Ready to Go
Issue: Volume 41 Issue 2: (Edition 2 2018)

Ready to Go

Steven Spielberg's cinematic realization of the best-selling sci-fi adventure novel "Ready Player One," futuristic hero Wade Watts (Tye Sheridan) dives into the imagined reality of the OASIS. As players join in a high-stakes game to win control over the created universe, they face surprising characters and circumstances in this simulated world.

In approaching the movie, distributed by Warner Bros., Director Spielberg and his team immersed themselves in developing the visual look, also defining a range of user experiences for the "world within a world." A storyboard and previs team at The Third Floor in Los Angeles, involved early in the process, provided a sandbox in which a variety of these concepts, visual treatments, and rules could be explored. (See "Ready Set Go" on page 8 for an in-depth look at the visual effects work in the film.)

"It's the year 2045 and people are escaping what's real for virtual reality," says Joshua Wassung, previs creative director at The Third Floor for Ready Player One. "Inside of that reality, there are multiple story layers as characters engage in a massively multiplayer game. Having worked on several of Steven's prior projects, we were thrilled to be able to work with him directly to provide a test bed for some of the creative visual ideas."

Work at The Third Floor began with boards illustrated by the company's story department head, Doug Lefler. Lefler, who earlier worked with Spielberg on The BFG, created boards or rough thumbnail sketches for multiple parts of the story - from opening to climax. Meanwhile, modelers at The Third Floor created a large library of digital visualization assets, ranging from environments to characters, referencing original artwork or licensed pop-culture material that would appear in the film.

"Since the movie is based on a virtual-world adventure, many ideas were iterated and explored in production to help highlight the realm of high fantasy that the hero would live in," says Todd Constantine, previs supervisor at The Third Floor. "Doug started with storyboards, while the previs team built assets.

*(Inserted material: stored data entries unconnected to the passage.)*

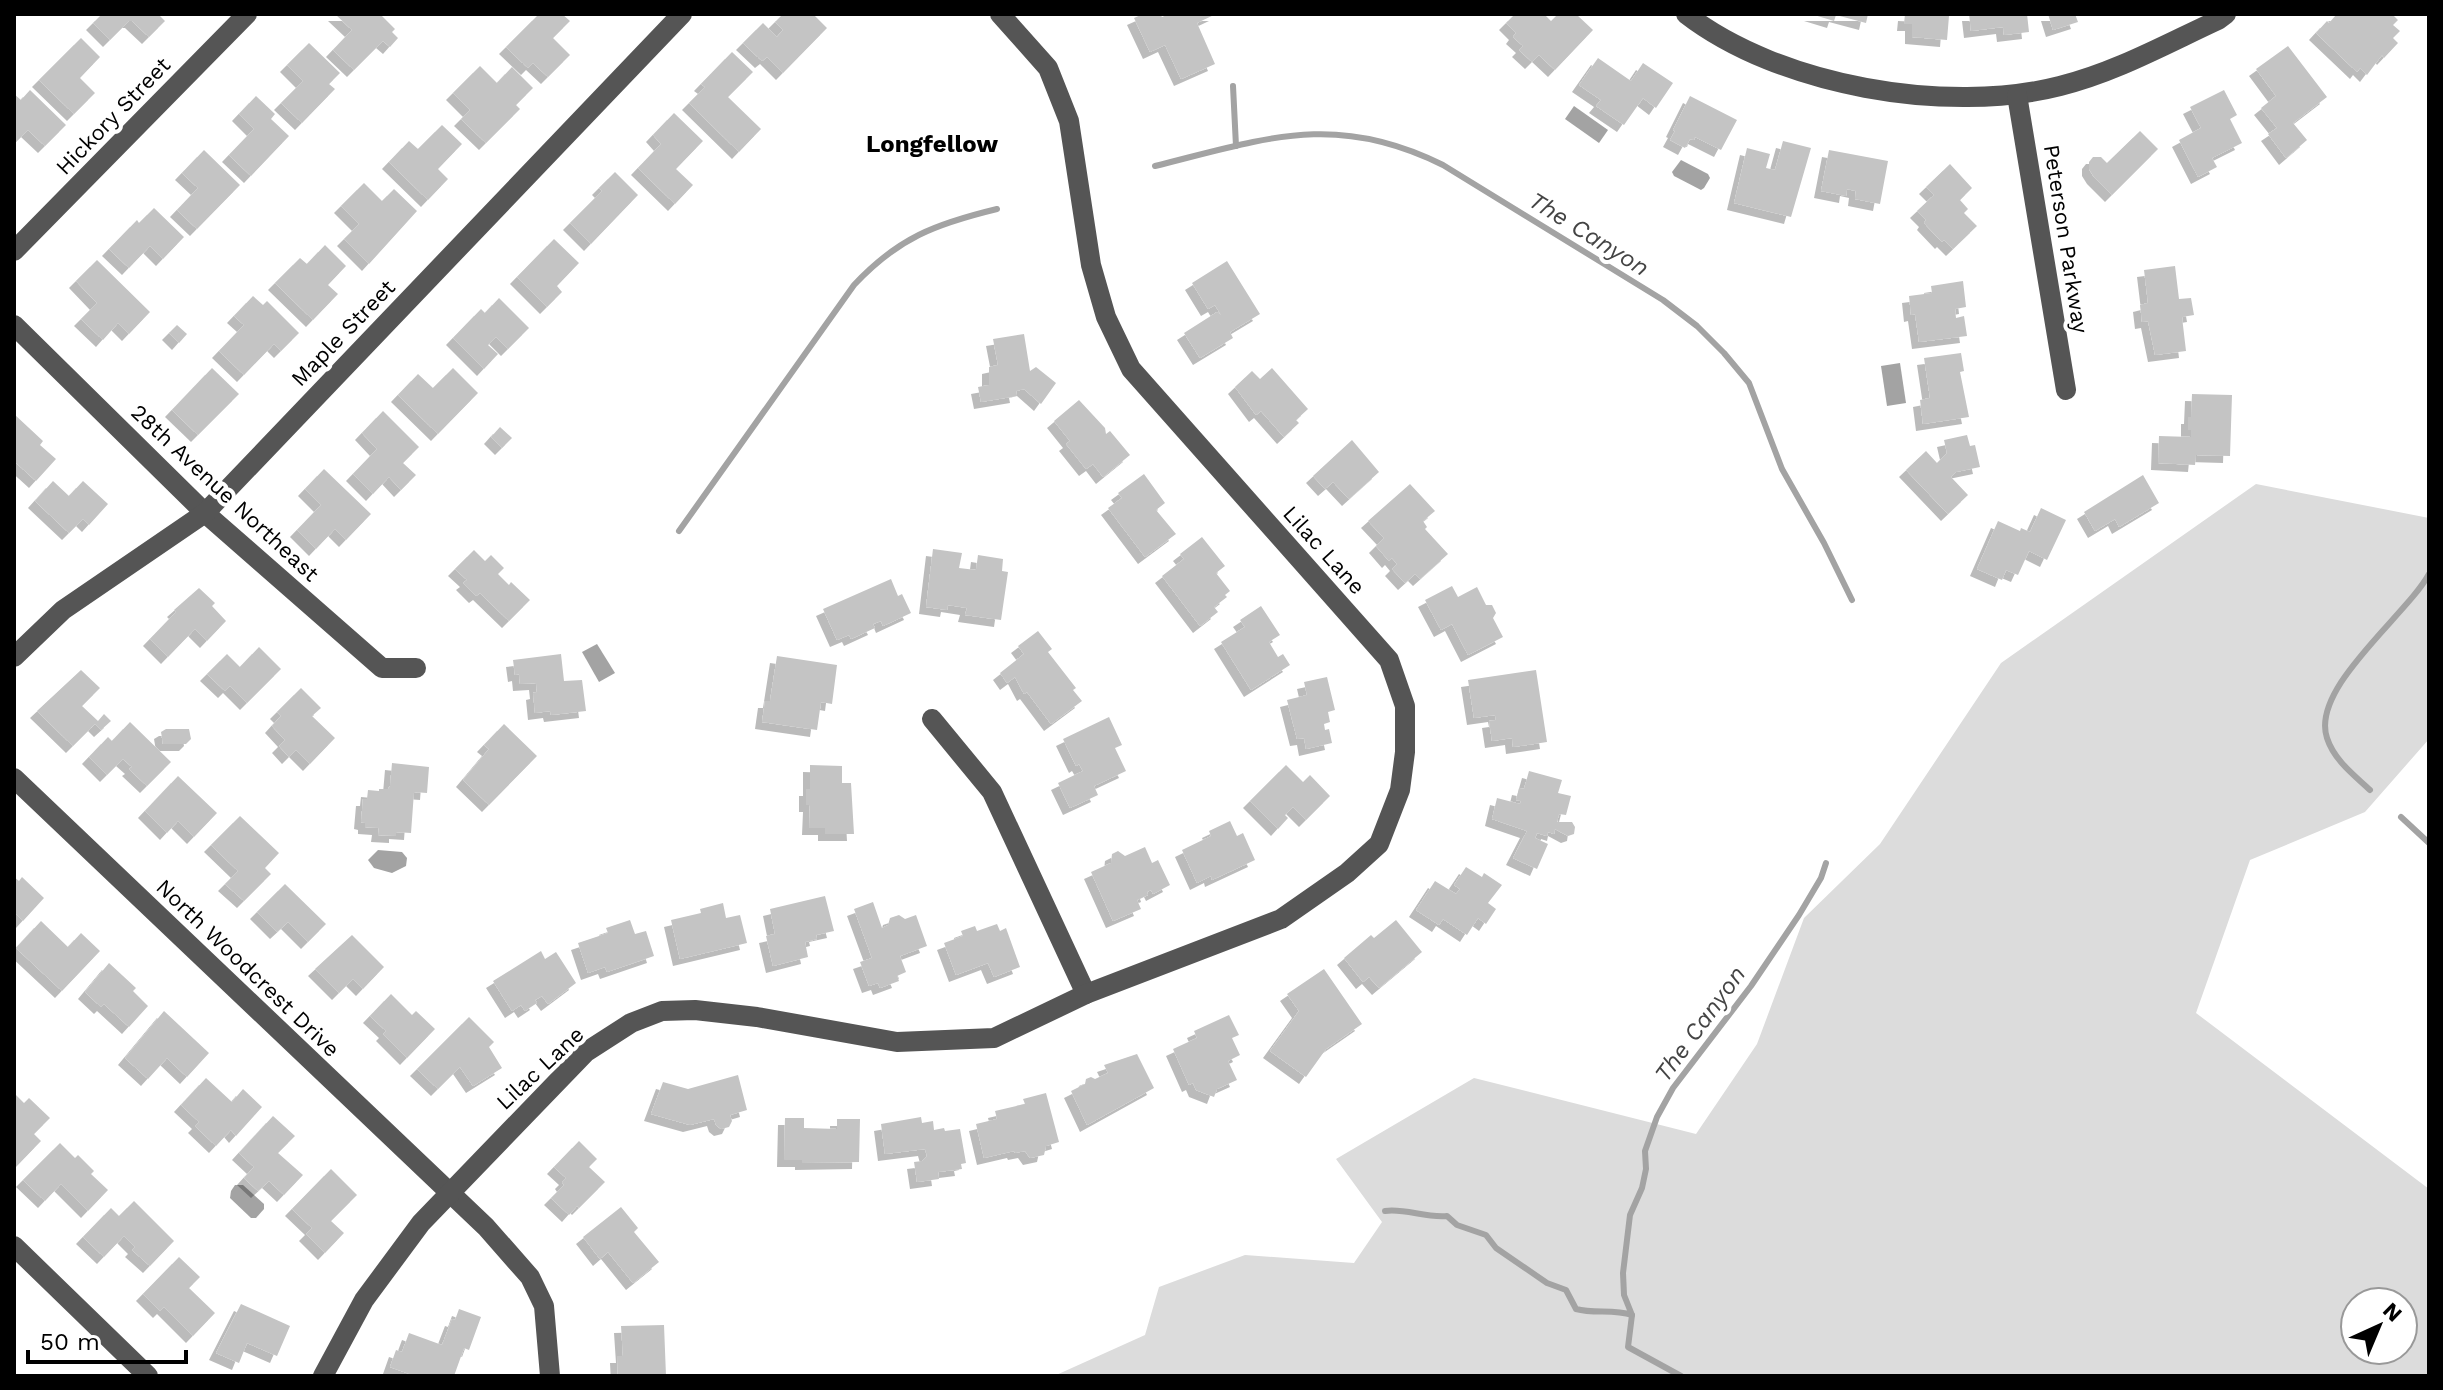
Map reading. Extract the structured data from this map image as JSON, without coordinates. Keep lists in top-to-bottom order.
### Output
{
  "streets": {
    "street": [
      "Hickory Street",
      "Peterson Parkway",
      "Maple Street",
      "28th Avenue Northeast",
      "Lilac Lane",
      "North Woodcrest Drive"
    ]
  },
  "crossings": [
    ["Maple Street", "28th Avenue Northeast"],
    ["Lilac Lane", "North Woodcrest Drive"]
  ],
  "districts": ["Longfellow"],
  "water": ["The Canyon"],
  "scale_bar": "50 m",
  "north": "top right"
}
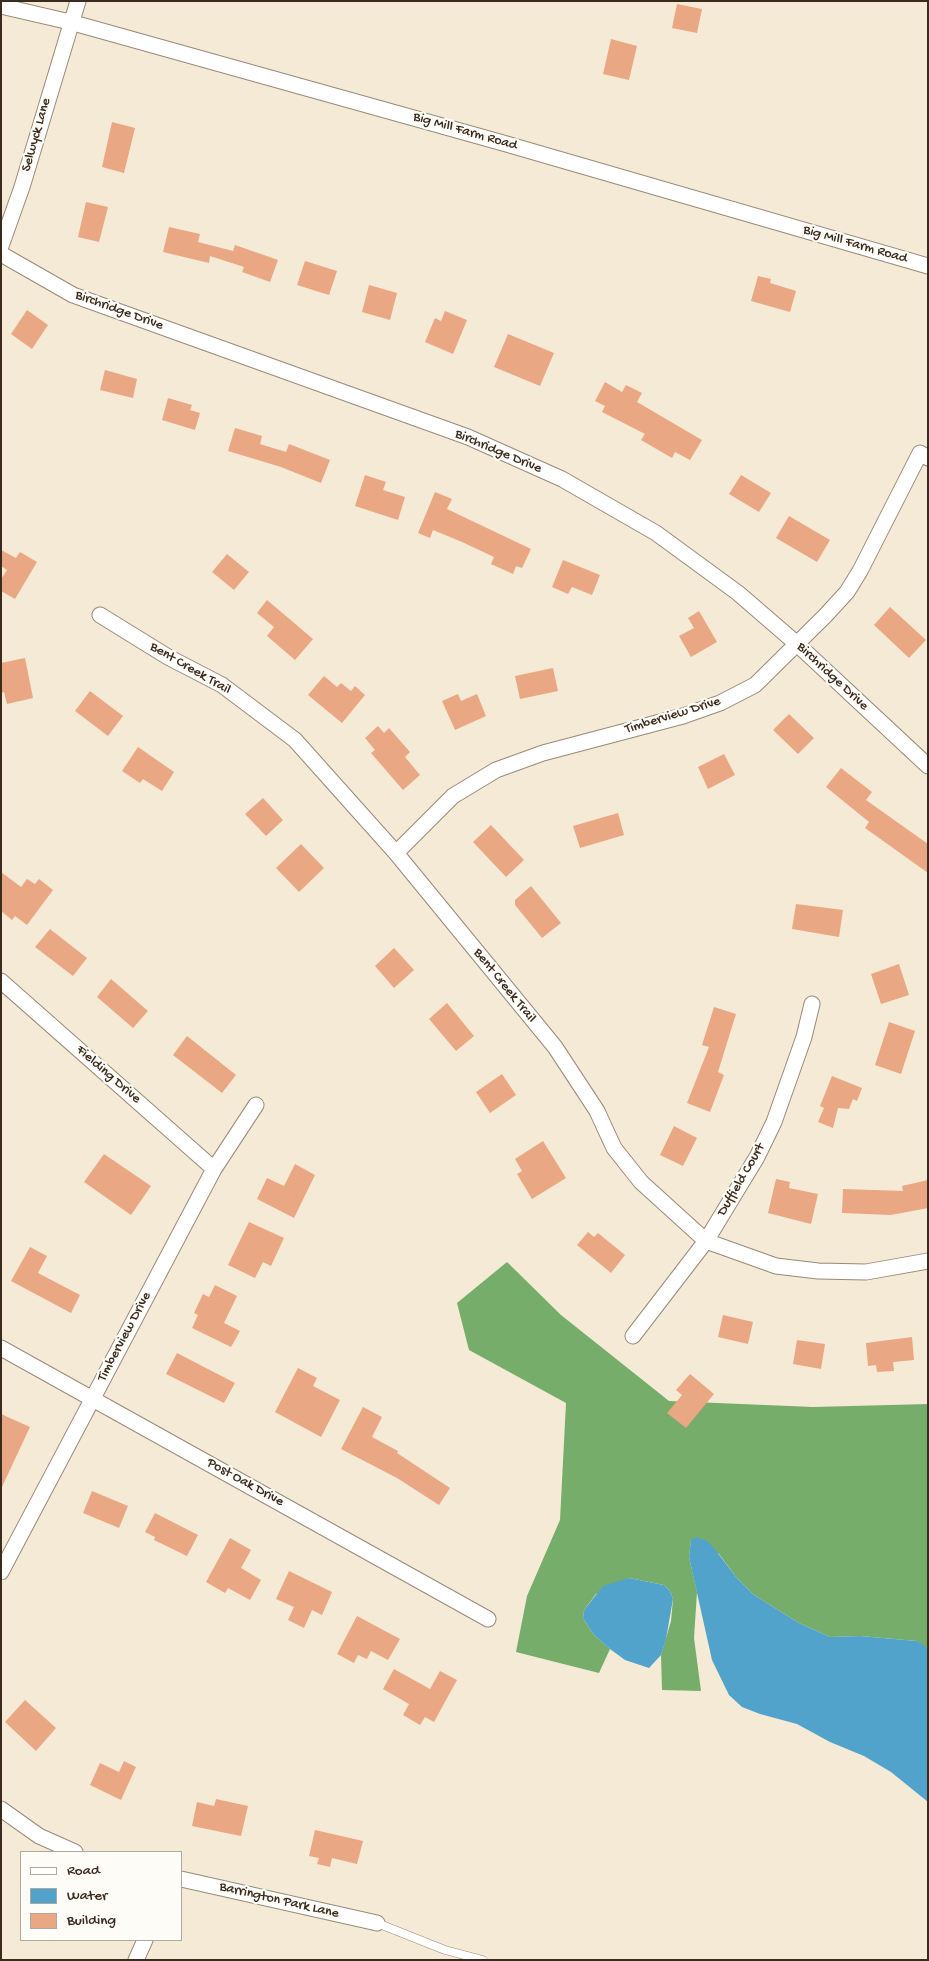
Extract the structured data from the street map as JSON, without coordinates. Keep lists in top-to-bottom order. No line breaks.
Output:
{"streets":{"street":["Big Mill Farm Road","Selwyck Lane","Birchridge Drive","Bent Creek Trail","Timberview Drive","Fielding Drive","Duffield Court","Post Oak Drive","Barrington Park Lane"]},"crossings":[["Big Mill Farm Road","Selwyck Lane"],["Birchridge Drive","Timberview Drive"],["Bent Creek Trail","Timberview Drive"],["Bent Creek Trail","Duffield Court"],["Timberview Drive","Fielding Drive"],["Timberview Drive","Post Oak Drive"]],"legend":["Road","Water","Building"]}
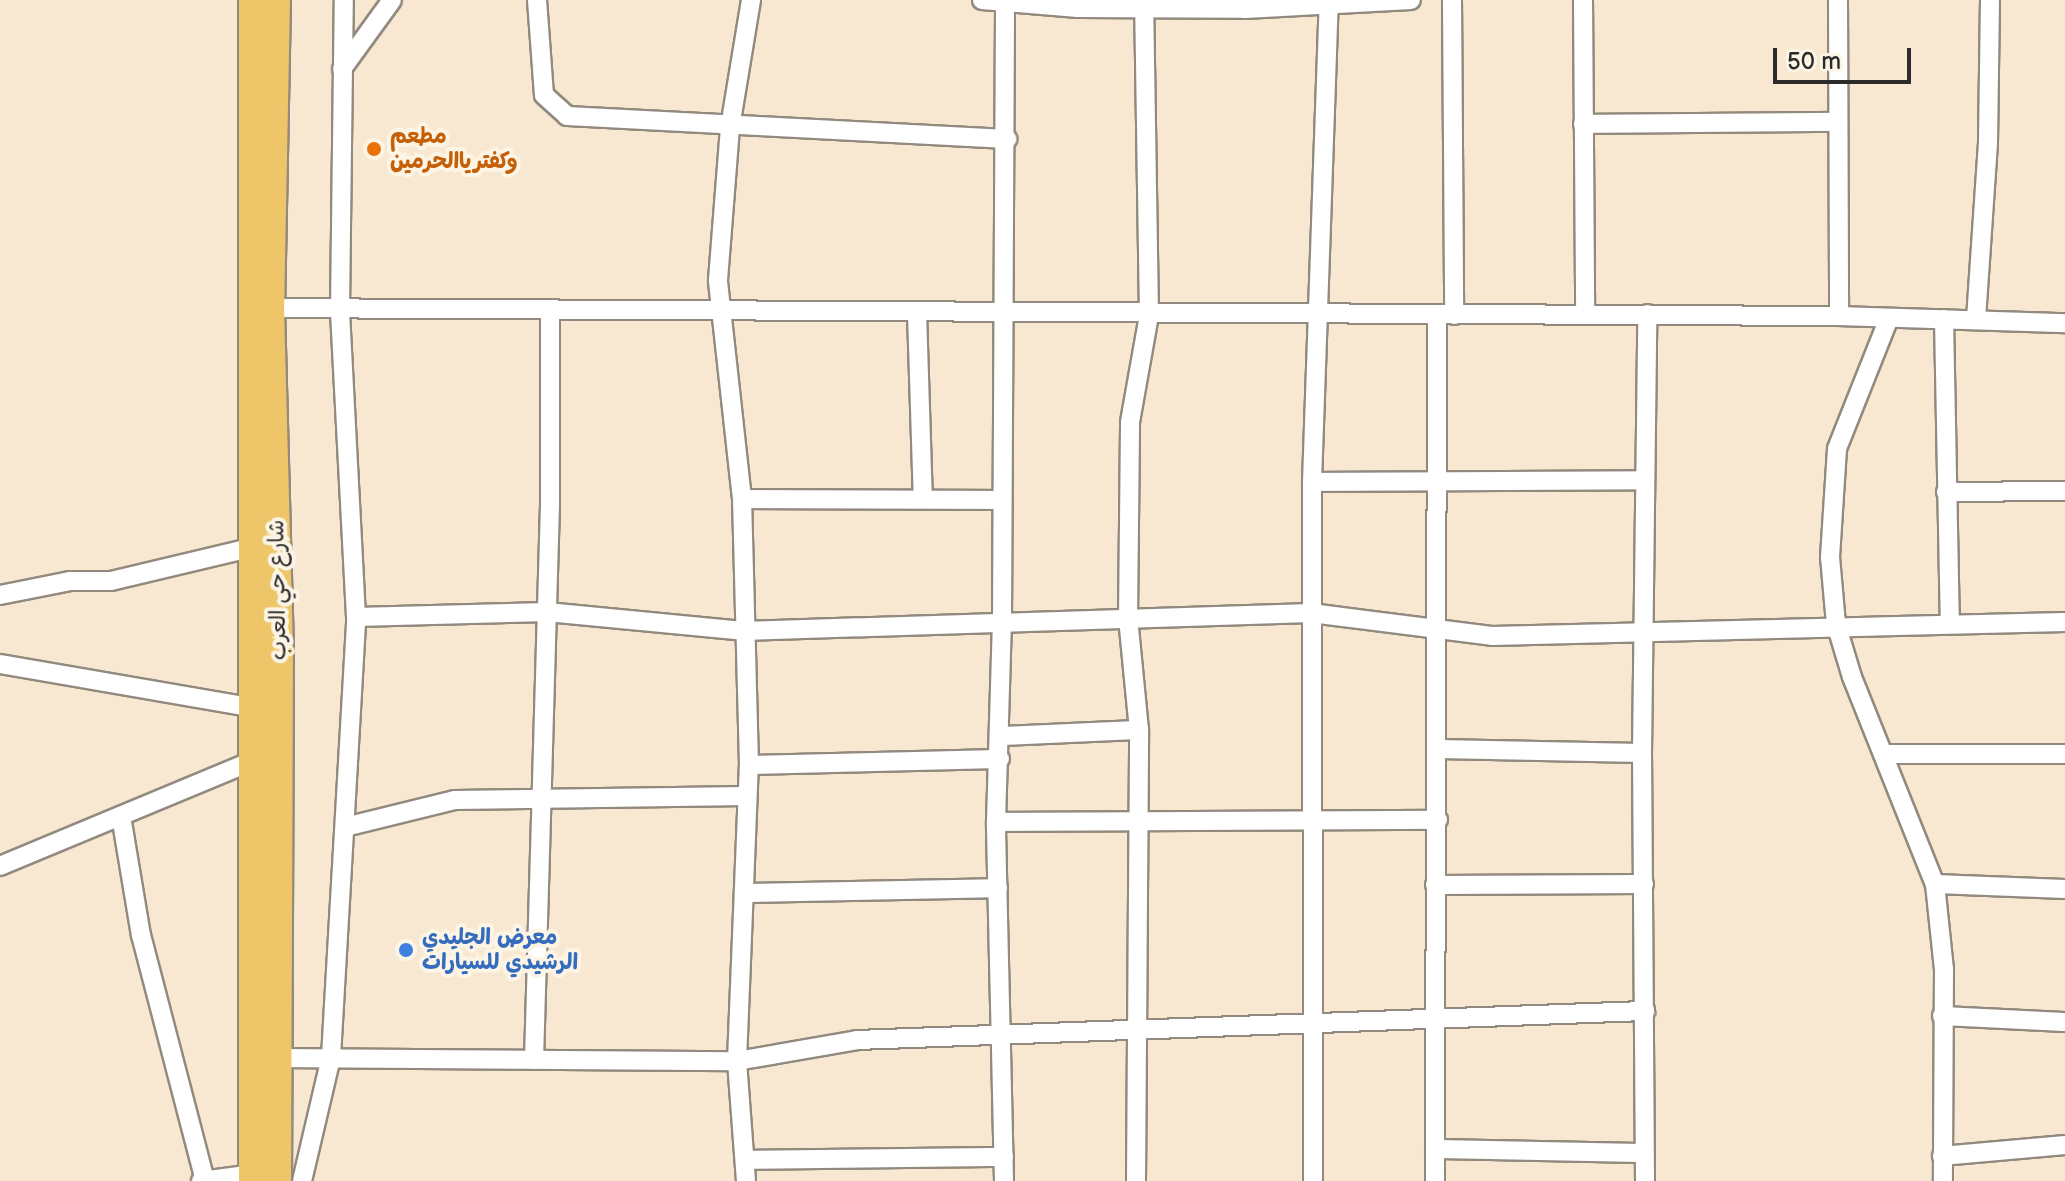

We had many meetings with Steven, Production Designer Adam Stockhausen, and others as they worked out the rules and story aspects that would affect each sequence."

Adds Lefler, "Having been a young man in the '80s, it was like having an enormous playground in which I was familiar with every part. "There were many challenges to making a film like this, but the pop culture portions were the fun parts."

Ready to go

The Opening Race

The Third Floor visualized the film's key opening race sequence over multiple months, bringing Lefler's boards and the team's visual and storytelling concepts into a moving version of the scene beat to beat. Throughout, Stockhausen provided notes on assets as they were being developed, while Spielberg reviewed the progressing previs cut.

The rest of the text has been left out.